Keep in mind that I have extremely oily, acne-prone and sensitive skin, so I have to be very careful what products I use. I also really can't afford to keep trying out different applications and looks, because my eyes will eventually get irritated from all the cleasing. I don't wear eye make-up on a daily basis, only for special occasions (maybe once every week or two), and I try to limit those occasions to my experimenting, since I'll be putting make-up on then anyway. So, here are my eye problems, with a picture below (provided I can figure out how to post it) ;=)

My eyes are so deep set, I feeel that whatever color I put into the crease doesn't even show. I do have slightly pigmented eyelids naturally. Also, I have very broad, hooded brow ridges with thin eye brows. The hooded brows futher block any color put into my crease. I will probably need an eye lift in another 10 years if this is how bad they hang over aleady! My brow bone area always shows up unflatteringly in photographs because it reflects so much light. I try to avoid shimmery eye shadows on the browbone, but its hard to resist their pretty allure and I never seem to know what matte colors to wear there. If I try to stop the eyeshadow just under the brow bone, it looks like I only half applied it!

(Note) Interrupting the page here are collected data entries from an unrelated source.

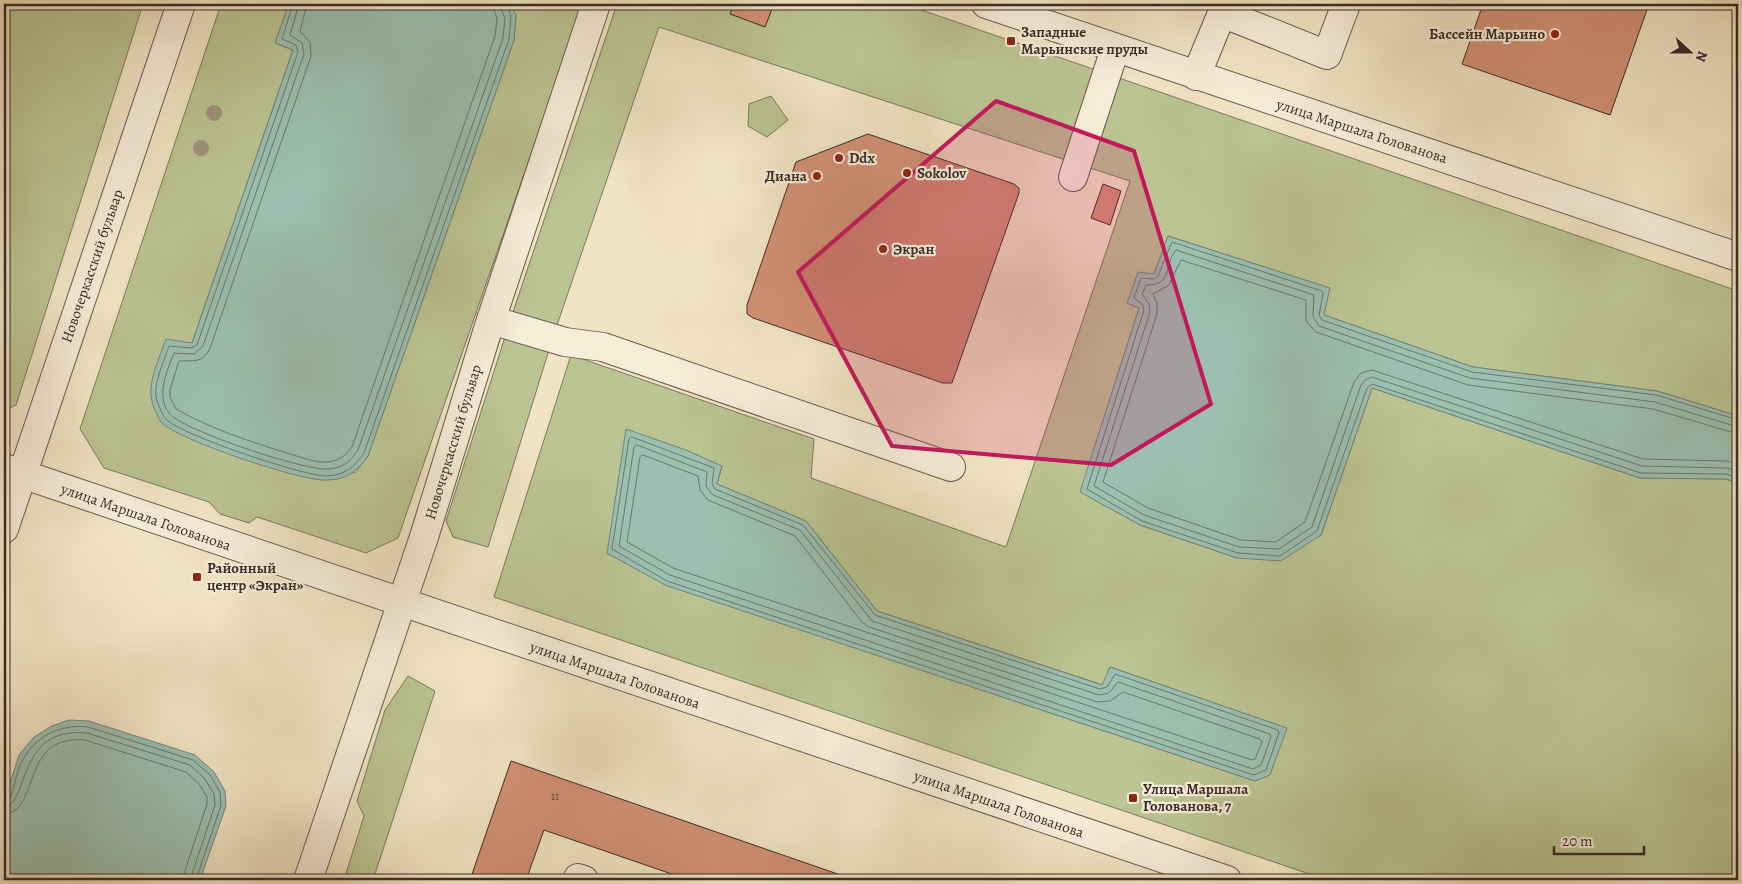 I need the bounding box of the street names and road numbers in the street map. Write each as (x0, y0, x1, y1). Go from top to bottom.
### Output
street label: улица Маршала Голованова (1273, 94, 1450, 168)
street label: Новочеркасский бульвар (56, 186, 128, 345)
street label: Новочеркасский бульвар (420, 362, 486, 522)
street label: улица Маршала Голованова (57, 478, 234, 556)
street label: улица Маршала Голованова (526, 636, 703, 714)
street label: улица Маршала Голованова (910, 765, 1087, 843) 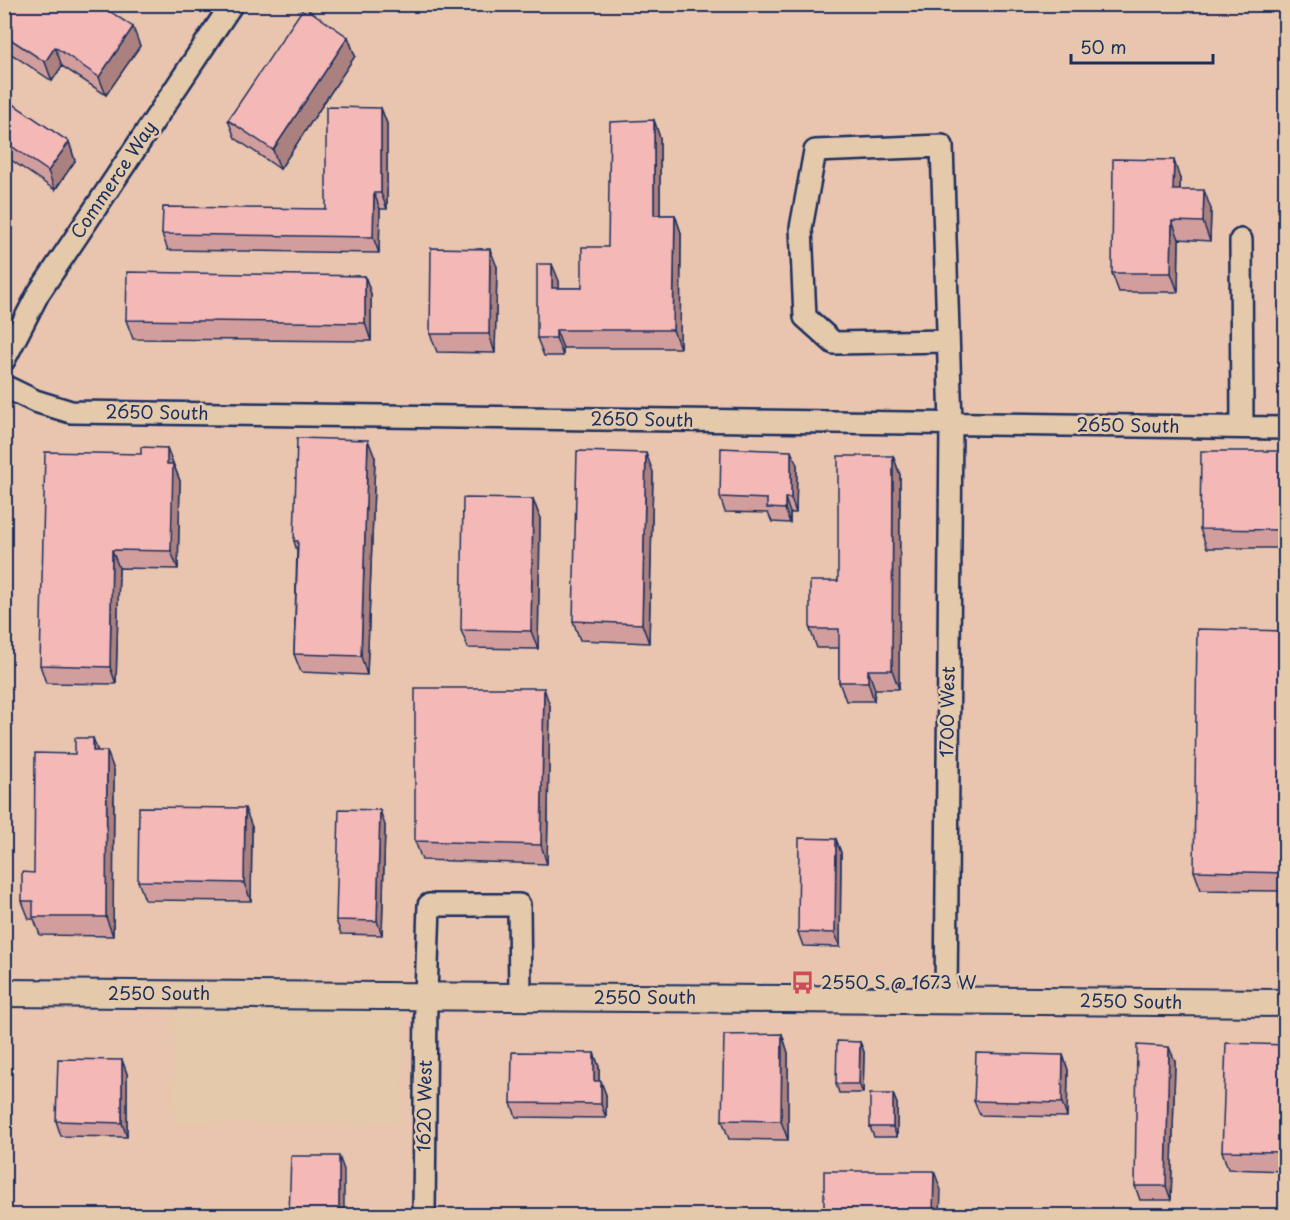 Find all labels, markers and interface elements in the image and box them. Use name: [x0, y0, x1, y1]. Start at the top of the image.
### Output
scale bar: [1071, 27, 1214, 65]
text: 50 m: [1080, 33, 1127, 60]
street label: Commerce Way: [63, 115, 162, 244]
street label: 2650 South: [105, 397, 209, 426]
street label: 2650 South: [590, 404, 694, 433]
street label: 2650 South: [1076, 410, 1180, 439]
street label: 1700 West: [932, 666, 961, 758]
place label: 2550 S @ 1673 W: [821, 968, 977, 995]
bus stop icon: 2550 S @ 1673 W: [790, 970, 816, 996]
street label: 2550 South: [108, 979, 210, 1006]
street label: 2550 South: [594, 983, 696, 1010]
street label: 2550 South: [1079, 986, 1183, 1015]
street label: 1620 West: [409, 1060, 438, 1152] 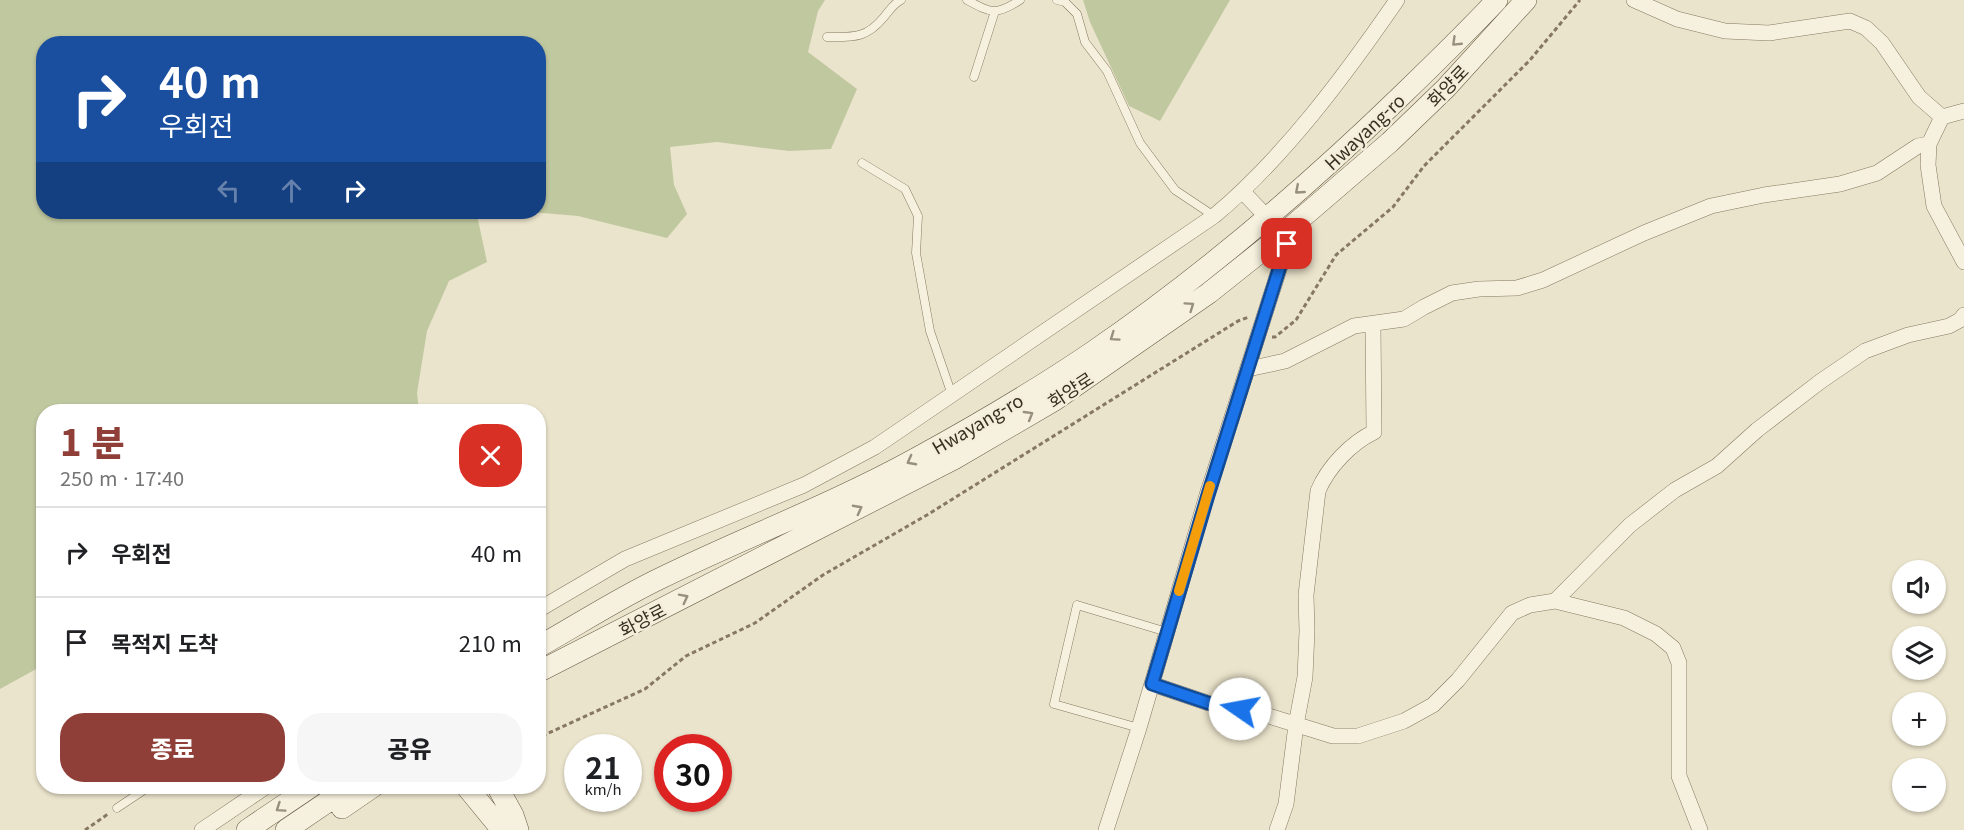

From the picture, you can see I have very dark, nearly black eyes too. I'm unusually tan in that pic too, and don't really have much make up on at all - probably just lipstick and some blush, as I was on vacation when it was taken. I have much fairer skin now. I'm pretty sure that I wasn't bothering with eye shadow, but you can still see how the light highlights my browbones anyway.

I usually have the opposite problem under my eyes - hereditary dark circles, but they don't show in this picture, probably because I was so tan! I don't usally carry eye liner or shadow all the way accross my lower lash line because I have creases at the inner corner that it tends to cake in. Then the dark circles look worse. I usally line the outer lower lid just slightly and fade it off as it gets towards the center of the eye.

I'd also love to see some pics of gals with really deep set eyes, hooded eyes, or ones with the inner corner crease problem for inspiration.

Thanks!


----------



## MacForMe (Aug 18, 2005)

Using a medium to dark eye color start at the outer corner of the eyes and set shape slightly upward. Blend a darker shade over the hooded area, extending it into the brow bone. Blend a medium tone in the center of the lid .
softly blending to soften the brow bone. Use the lightest shade in the corner of the eyelid. Highlight just under brow with lightest shade. Do not extend highlight too far down, keeping it at the brow to emphasize hood. 




Line upper eyelid from inner corner of the to outer corner. Keep line as close as possible to lash line. Starting at outer corner, line lower lid under lashes. only lining one third of bottom of the eye. Smudge pencil line until just a shadow then apply mascara.

*Hope this helps!*

*
*


----------



## gamaki (Aug 18, 2005)

I looked at your picture and I think a soft smokey eye with your chosen colors would look beautiful with your eye shape and color.

I have very hooded eyes as well. I am not sure if that shows in my picture. I am always careful not to get carried away with shimmer on my brow bone.

BTW, you're gorgeous! I have my worksheet from school that shows a few different eye shapes and applications. I'll try to post it.

Obviously, these are just helpful guidelines and nothing is set in stone. I think many of the applications can effectively be used on many different eye shapes. Let me know what you think.


----------



## Ayacalypso (Aug 19, 2005)

Your info is really great, Ladies! I guess I am sort of already following the right rules, but can work with them better knowing exactly what to do now.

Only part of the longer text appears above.